Can they make America great (again) ?

Après une bonne Coupe du monde en 2014, la Team USA accueille ses petits copains d'Amérique du Sud pour une Copa América dans laquelle elle se voit bien faire un gros coup. Mais deux ans après le Brésil, en est-elle réellement capable ?

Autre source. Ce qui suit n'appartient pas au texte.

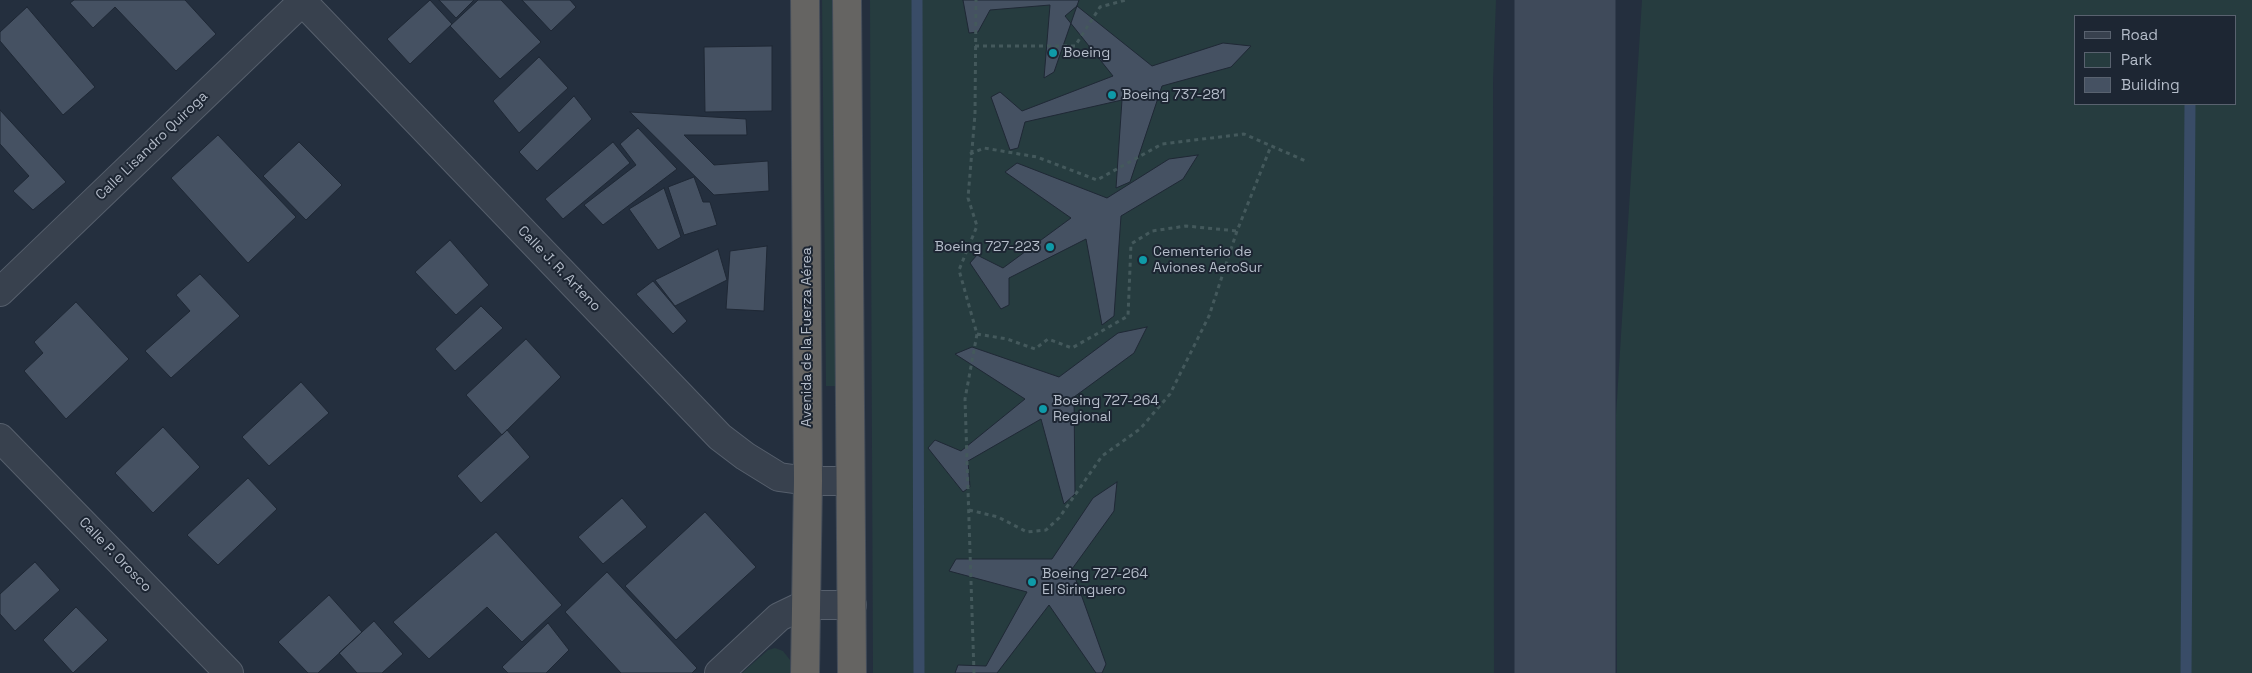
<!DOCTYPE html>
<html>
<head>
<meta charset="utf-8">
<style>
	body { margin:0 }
	#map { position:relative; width:2252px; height:673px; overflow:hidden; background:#242f3e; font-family:"Space Grotesk",sans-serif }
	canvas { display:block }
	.legend { position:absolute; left:2074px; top:15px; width:162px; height:90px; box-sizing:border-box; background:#1d2633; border:1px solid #59626f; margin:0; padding:6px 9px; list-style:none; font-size:15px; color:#b4bcc9 }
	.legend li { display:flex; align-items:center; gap:10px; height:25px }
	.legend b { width:25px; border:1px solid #59626f }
</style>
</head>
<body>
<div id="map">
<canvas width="2252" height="673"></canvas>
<ul class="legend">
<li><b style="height:6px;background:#38414e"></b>Road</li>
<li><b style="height:14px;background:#263c3f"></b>Park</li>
<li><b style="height:14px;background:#455162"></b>Building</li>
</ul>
</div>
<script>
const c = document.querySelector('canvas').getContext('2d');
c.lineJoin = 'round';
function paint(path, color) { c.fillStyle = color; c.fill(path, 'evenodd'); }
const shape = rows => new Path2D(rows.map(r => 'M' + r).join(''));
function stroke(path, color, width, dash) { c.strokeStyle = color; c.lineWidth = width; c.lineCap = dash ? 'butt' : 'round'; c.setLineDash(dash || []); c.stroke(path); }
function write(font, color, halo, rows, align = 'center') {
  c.font = font + ' "Space Grotesk",sans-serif'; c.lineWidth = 4; c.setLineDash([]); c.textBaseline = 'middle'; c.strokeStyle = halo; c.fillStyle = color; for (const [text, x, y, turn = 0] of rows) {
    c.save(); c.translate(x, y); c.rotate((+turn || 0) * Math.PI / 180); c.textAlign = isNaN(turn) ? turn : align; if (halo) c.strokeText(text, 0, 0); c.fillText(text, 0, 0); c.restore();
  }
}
paint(shape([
	[822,0,835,0,839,386,826,386],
	[870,0,1496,0,1493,80,1494,673,873,673],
	[1642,0,2252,0,2252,673,1617,673,1616,415],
	[2076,16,2236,16,2236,104,2076,104],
	[775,648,783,651,790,660,790,673,742,673,768,650]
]), '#263c3f');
stroke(shape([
	[917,0,919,673],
	[2186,673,2190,104]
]), '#394c67', 11);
stroke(shape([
	[1565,0,1565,673]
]), '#3f4a5a', 101);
const building = shape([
	[74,0,185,0,216,34,176,71,115,7,93,28,70,3,74,0],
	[430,0,452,24,410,64,387,39,430,0],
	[439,0,474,0,456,18,439,0],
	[478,0,501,0,541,42,500,79,450,26,478,0],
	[522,0,570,0,576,7,551,31,522,0],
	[963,0,1079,0,1054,72,1044,78,1050,5,990,10,978,32,969,33,963,0],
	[1077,6,1152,66,1223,43,1251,46,1231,67,1162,86,1130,182,1116,188,1122,100,1025,122,1018,148,1010,150,991,97,1000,92,1022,111,1113,76,1065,16,1077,6],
	[27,7,95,87,63,115,0,41,0,32,27,7],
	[772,46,772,111,705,112,704,47,772,46],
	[539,57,568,88,519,133,493,101,539,57],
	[574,96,592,119,537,171,519,152,574,96],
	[0,110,66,182,33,210,13,191,29,176,0,144,0,110],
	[630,112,746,119,747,135,684,135,714,165,768,161,769,191,714,195,630,112],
	[638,128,677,169,603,225,584,205,636,165,620,144,638,128],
	[218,135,296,217,248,263,171,178,218,135],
	[299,142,342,185,306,220,263,176,299,142],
	[613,142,630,163,563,219,545,199,613,142],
	[1198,155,1183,179,1121,216,1114,316,1102,325,1086,239,1009,278,1009,305,1001,309,970,263,977,255,1003,268,1071,218,1005,172,1017,163,1107,198,1169,159,1198,155],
	[694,177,703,202,710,202,717,225,684,235,668,187,694,177],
	[664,188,681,237,658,250,629,209,664,188],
	[450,240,489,285,456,315,415,272,450,240],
	[767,246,764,311,726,309,730,251,767,246],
	[718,249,727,280,675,306,655,280,718,249],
	[200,274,240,316,171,378,145,351,190,311,176,295,200,274],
	[653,281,687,321,673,334,636,294,653,281],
	[76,302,129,359,66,419,24,371,43,353,34,342,76,302],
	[481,306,503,328,455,371,435,349,481,306],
	[1147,327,1134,353,1074,397,1075,494,1064,504,1041,419,968,461,970,487,963,492,928,448,935,440,961,451,1025,399,955,354,972,347,1059,377,1118,333,1147,327],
	[526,339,561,377,502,435,466,395,526,339],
	[301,382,329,413,269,466,242,437,301,382],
	[163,427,200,467,153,513,115,473,163,427],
	[507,430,530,457,481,503,457,476,507,430],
	[248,478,277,509,218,565,187,535,248,478],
	[1117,482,1114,511,1072,569,1106,664,1102,673,1096,673,1049,605,997,673,955,673,958,665,986,666,1027,592,949,571,956,559,1052,559,1093,498,1117,482],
	[622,498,647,527,603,564,578,537,622,498],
	[705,512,756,567,676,640,625,586,705,512],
	[496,532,562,605,522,642,487,607,429,659,393,622,496,532],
	[35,562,60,590,15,631,0,614,0,594,35,562],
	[607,572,697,668,692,673,621,673,565,612,607,572],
	[329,595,362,632,318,673,308,673,278,642,329,595],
	[76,607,108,640,73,673,43,640,76,607],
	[374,621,403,654,382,673,357,673,339,653,374,621],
	[548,623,569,650,546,673,508,673,502,667,548,623]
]);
paint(building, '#455162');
stroke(building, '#1f2835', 1);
const minor = shape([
	[301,0,720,437,745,456,779,477,808,481,849,481],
	[0,292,304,0],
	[0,438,229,673],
	[719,673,779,617,804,605,852,605]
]);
const trunk = shape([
	[847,0,852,673],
	[805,673,808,481,805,0]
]);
stroke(minor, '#565f6c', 30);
stroke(trunk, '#434c59', 30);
stroke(shape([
	[975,46,1075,46,1100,7,1126,0],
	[970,154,984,148,1037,157,1097,180,1162,144,1244,134,1308,162],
	[977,334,1007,339,1035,349,1048,339,1072,348,1128,316,1131,244,1152,231,1186,226,1237,231],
	[969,510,998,517,1027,532,1046,530,1059,518,1102,456,1140,429,1170,394,1209,316,1237,231,1271,146],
	[974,673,965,399,977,334,959,270,977,226,968,198,975,114,976,0]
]), '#44595c', 3, [4, 4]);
stroke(minor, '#38414e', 28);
stroke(trunk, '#656462', 28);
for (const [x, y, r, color] of [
	[1053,53,5,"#0f9aa8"],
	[1112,95,5,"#0f9aa8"],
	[1050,247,5,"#0f9aa8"],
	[1143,260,5,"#0f9aa8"],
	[1043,409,5,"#0f9aa8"],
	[1032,582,5,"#0f9aa8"]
]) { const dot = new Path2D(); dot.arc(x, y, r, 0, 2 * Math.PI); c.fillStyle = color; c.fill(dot); stroke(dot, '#1d2633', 2); }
write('14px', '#b4bcc9', '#1d2633', [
	["Boeing",1063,53],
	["Boeing 737-281",1122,95],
	["Boeing 727-223",1040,247,"right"],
	["Cementerio de",1153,252],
	["Aviones AeroSur",1153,268],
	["Boeing 727-264",1053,401],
	["Regional",1053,417],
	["Boeing 727-264",1042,574],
	["El Siringuero",1042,590]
], 'left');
write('14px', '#b4bcc9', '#1d2633', [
	["Calle Lisandro Quiroga",152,146,-44],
	["Calle J. R. Arteno",559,269,46],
	["Avenida de la Fuerza Aérea",807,337,-90],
	["Calle P. Orosco",115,555,46]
]);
</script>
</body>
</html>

"Les États-Unis ont fait une très bonne Coupe du monde. De plus, ils reçoivent cette année. Ils seront très dangereux. La compétition sera assez équilibrée. Les équipes d'Amérique centrale et les États-Unis sont maintenant de très bonnes équipes." Radamel Falcao n'évoluera peut-être pas avec la Fiebre Amarilla cet été, il peut tout de même donner son avis sur la compétition à venir. Interrogé par Goal le 28 avril dernier, l'ex-meilleur attaquant du monde en a sans doute un peu trop fait. Il est pourtant difficile de lui donner entièrement tort. Si l'évocation du football, ou soccer au pays de l'Oncle Sam, prête encore à rigoler en Europe, force est de constater que l'équipe de Jürgen Klinsmann a quelques arguments de taille à faire valoir cet été : une flopée de joueurs d'expérience, une autre de jeunes talents et la chance d'évoluer à domicile devant un public qui n'est plus si novice que ça. Mais les Yanks peuvent-ils vraiment prétendre à autre chose qu'un "joli parcours" ? Ou bien vont-ils enfin être capables de franchir un cap et de donner raison à Radamel Falcao ? Rien n'est moins sûr. Mais la question mérite d'être posée.

Expérience et dépucelage


Pour faire bonne impression à l'anniversaire de ses copains du Sud, la Team America a décidé de faire confiance à ses vétérans. Sans surprise, Klinsmann a rappelé les éléments stables de la Coupe du monde : Michael Bradley, Clint Dempsey, Kyle Beckerman, Alejandro Bedoya, Jermaine Jones, Chris Wondolowski et Graham Zusi. Le sélectionneur peut donc compter sur une colonne vertébrale solide : Brad Guzan, Geoff Cameron, Michael Bradley, Alejandro Bedoya et Clint Dempsey ont, à eux 5, disputé 372 matchs en sélection. Leur tâche ? Respecter le schéma de jeu de Klinsmann qui a toujours préféré la rigueur à l'instinct. Tout passera par une construction globalement lente, mais explosive des phases de jeu. Le meilleur exemple du jeu Klinsmann réside dans le match USA-Ghana de la dernière Coupe du monde. Sans cette colonne expérimentée pour calmer les ardeurs de ses jeunes joueurs, jamais le sélectionneur n'aurait pu prétendre à un beau parcours dans cette compétition. C'est donc contre l'avis du public, qui voit par exemple en Beckerman un vieux joueur surestimé, qu'est allé Klinsmann.